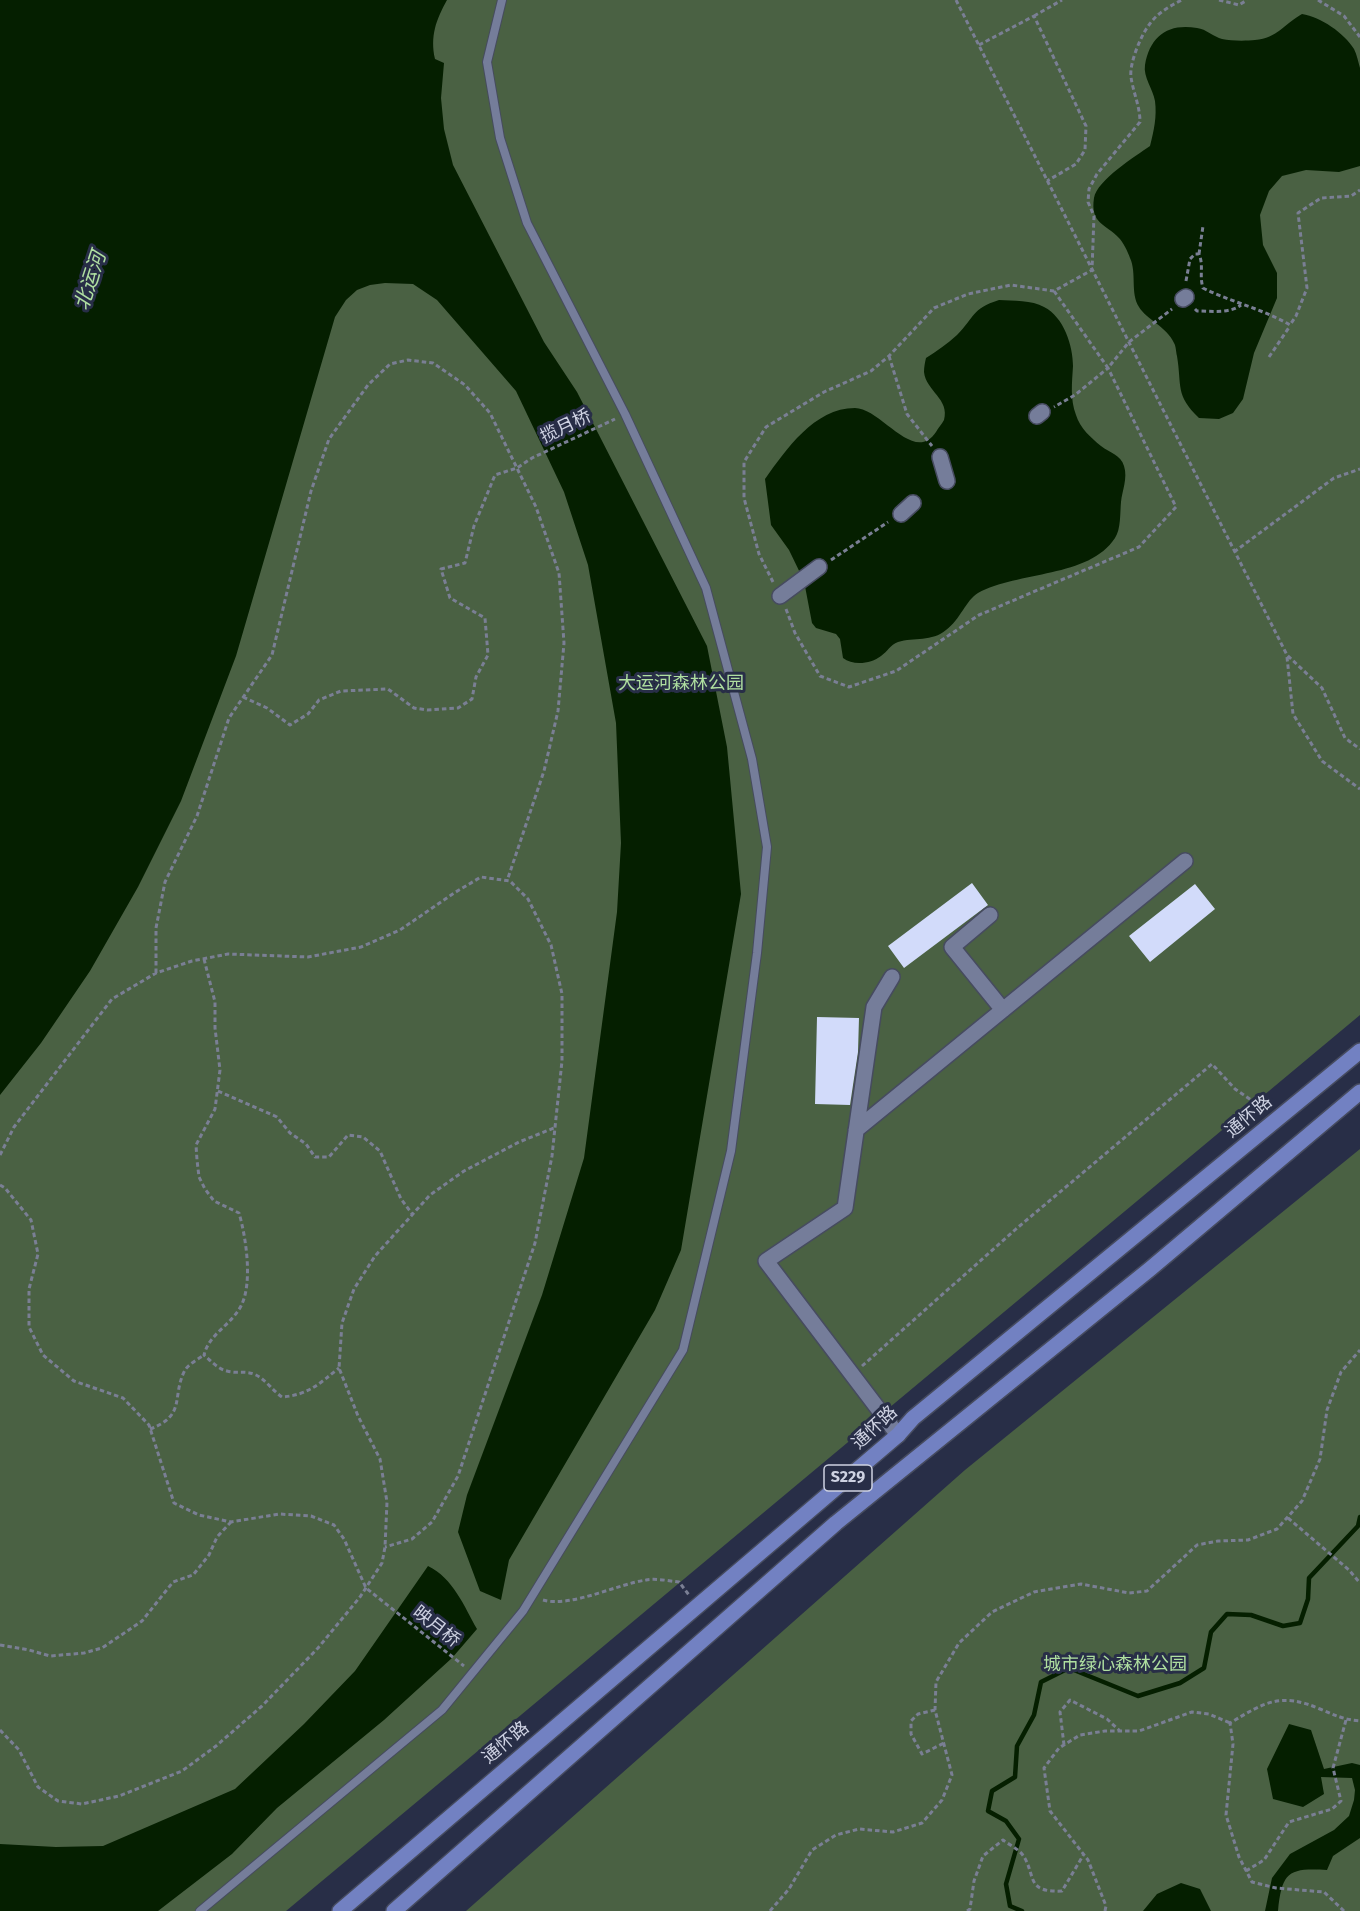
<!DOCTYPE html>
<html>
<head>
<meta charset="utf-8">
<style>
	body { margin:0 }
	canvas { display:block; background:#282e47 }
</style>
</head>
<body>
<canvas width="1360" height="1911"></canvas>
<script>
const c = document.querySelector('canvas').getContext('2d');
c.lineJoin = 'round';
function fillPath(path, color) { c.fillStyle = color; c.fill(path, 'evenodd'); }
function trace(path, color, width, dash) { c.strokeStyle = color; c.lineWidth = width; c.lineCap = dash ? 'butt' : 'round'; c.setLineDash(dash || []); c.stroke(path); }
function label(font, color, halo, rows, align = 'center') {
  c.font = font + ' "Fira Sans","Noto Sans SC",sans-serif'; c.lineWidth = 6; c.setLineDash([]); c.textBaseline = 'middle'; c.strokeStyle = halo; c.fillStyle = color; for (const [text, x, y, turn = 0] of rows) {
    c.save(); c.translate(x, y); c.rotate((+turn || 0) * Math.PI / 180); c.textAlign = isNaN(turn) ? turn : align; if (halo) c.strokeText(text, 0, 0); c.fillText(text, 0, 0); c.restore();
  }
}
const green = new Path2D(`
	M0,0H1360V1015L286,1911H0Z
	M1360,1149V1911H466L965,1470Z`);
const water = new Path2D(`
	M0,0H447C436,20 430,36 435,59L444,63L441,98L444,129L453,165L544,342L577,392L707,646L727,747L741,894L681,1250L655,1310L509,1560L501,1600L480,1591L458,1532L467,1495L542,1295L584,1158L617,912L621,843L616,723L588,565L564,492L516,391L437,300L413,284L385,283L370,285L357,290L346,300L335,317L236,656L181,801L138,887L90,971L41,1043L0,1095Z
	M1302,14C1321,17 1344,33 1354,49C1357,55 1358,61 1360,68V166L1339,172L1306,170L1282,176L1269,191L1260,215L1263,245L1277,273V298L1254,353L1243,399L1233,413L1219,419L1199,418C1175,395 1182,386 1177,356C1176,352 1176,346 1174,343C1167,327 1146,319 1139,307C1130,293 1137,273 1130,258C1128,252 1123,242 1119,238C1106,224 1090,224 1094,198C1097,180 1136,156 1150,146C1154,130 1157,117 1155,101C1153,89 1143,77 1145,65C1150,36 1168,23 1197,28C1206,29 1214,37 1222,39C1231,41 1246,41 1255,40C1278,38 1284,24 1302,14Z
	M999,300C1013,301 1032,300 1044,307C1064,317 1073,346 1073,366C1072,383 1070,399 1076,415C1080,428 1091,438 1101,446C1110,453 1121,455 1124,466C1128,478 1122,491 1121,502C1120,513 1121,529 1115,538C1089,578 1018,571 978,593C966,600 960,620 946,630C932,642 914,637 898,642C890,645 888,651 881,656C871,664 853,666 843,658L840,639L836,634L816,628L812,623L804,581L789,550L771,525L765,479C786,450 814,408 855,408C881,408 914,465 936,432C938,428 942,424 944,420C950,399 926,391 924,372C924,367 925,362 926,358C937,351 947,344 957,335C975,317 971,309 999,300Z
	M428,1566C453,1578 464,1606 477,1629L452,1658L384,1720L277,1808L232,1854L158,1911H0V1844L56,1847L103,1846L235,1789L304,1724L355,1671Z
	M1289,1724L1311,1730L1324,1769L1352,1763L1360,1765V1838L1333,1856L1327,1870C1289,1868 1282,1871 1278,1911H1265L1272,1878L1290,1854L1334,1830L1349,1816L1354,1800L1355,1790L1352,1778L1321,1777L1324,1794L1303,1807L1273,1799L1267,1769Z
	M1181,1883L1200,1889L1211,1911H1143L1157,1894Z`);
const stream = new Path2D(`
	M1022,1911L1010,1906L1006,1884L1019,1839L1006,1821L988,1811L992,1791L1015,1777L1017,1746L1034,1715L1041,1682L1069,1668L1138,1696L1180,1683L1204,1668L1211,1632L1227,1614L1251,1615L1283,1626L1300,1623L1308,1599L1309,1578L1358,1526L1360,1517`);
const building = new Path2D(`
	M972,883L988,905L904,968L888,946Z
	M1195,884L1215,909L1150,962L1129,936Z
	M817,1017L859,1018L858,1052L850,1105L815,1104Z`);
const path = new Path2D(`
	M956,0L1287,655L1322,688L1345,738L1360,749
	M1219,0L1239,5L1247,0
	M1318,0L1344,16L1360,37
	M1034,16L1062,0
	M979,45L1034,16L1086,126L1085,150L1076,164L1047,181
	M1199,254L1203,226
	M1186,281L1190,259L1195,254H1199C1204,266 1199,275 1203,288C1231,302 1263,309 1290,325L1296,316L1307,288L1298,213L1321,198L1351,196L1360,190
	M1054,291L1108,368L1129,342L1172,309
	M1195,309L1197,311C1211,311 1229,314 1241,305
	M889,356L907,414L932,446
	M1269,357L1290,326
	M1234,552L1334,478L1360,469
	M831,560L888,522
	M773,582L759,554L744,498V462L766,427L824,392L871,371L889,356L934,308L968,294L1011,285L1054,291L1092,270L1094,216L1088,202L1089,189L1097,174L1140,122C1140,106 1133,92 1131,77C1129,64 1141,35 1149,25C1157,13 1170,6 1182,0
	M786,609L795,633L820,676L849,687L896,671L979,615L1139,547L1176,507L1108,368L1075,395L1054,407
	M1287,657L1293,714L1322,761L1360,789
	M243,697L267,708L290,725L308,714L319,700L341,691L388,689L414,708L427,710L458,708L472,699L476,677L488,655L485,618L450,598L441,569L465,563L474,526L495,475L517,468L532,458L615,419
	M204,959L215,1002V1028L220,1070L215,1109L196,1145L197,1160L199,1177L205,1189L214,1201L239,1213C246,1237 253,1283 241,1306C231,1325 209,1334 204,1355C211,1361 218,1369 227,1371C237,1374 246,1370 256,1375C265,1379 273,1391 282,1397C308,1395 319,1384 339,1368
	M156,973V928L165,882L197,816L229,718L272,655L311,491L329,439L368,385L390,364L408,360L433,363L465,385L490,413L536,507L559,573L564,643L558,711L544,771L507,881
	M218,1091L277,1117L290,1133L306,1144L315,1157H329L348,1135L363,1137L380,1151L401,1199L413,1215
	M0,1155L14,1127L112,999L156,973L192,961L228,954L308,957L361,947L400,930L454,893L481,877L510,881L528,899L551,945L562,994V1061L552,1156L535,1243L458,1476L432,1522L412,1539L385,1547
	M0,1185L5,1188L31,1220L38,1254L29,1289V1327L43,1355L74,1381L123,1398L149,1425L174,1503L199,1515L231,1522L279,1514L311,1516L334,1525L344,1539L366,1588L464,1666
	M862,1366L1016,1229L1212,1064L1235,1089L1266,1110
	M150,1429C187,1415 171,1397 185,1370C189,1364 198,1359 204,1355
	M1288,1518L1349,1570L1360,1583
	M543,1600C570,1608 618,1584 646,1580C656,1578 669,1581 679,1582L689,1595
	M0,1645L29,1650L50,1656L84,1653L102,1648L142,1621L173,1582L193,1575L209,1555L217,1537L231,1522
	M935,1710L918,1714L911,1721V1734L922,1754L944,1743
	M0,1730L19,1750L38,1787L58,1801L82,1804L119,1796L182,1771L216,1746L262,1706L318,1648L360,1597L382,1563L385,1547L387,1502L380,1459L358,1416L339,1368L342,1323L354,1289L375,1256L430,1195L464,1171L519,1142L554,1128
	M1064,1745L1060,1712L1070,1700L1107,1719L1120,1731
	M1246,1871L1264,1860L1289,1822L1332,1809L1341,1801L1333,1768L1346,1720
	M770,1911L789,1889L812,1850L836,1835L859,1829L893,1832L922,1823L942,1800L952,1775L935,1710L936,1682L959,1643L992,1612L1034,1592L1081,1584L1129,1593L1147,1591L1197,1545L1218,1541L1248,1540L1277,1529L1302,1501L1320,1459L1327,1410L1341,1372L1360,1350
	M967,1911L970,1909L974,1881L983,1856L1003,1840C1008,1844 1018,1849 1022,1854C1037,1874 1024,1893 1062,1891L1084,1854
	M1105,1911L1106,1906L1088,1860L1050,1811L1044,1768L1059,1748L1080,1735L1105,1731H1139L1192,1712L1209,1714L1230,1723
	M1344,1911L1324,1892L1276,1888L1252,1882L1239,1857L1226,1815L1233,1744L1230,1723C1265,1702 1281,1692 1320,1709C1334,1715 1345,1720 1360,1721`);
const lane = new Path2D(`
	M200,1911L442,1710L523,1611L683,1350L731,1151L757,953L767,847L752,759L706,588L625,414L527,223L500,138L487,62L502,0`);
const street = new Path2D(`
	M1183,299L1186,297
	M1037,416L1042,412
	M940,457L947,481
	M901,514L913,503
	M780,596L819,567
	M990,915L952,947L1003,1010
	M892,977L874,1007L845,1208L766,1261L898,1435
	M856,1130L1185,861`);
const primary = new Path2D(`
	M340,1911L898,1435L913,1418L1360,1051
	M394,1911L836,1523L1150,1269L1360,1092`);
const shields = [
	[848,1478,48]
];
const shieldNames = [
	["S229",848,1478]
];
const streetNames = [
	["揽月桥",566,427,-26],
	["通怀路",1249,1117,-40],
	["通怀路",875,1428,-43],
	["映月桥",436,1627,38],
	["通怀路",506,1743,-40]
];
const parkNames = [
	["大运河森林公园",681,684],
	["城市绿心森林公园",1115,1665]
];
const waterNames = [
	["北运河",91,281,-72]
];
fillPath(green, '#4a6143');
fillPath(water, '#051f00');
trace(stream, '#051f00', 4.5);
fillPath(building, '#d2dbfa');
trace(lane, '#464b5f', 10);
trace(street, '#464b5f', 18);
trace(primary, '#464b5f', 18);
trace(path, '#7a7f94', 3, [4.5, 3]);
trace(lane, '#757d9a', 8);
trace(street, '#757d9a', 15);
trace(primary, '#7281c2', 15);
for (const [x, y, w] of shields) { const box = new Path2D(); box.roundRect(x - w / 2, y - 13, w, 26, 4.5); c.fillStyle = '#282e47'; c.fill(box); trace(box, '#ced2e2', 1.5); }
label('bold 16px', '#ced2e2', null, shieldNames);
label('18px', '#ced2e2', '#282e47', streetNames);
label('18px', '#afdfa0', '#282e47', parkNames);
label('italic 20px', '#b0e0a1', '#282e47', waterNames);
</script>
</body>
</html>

-.-.-

◆ Work instructions ◆
Taking the entries above, write out exactly each line from the one holding "M1318,0L1344,16L1360,37" to the one holding "M1195,309L1197,311C1211,311 1229,314 1241,305", both included, and stop there.

◆ Exercise result ◆
	M1318,0L1344,16L1360,37
	M1034,16L1062,0
	M979,45L1034,16L1086,126L1085,150L1076,164L1047,181
	M1199,254L1203,226
	M1186,281L1190,259L1195,254H1199C1204,266 1199,275 1203,288C1231,302 1263,309 1290,325L1296,316L1307,288L1298,213L1321,198L1351,196L1360,190
	M1054,291L1108,368L1129,342L1172,309
	M1195,309L1197,311C1211,311 1229,314 1241,305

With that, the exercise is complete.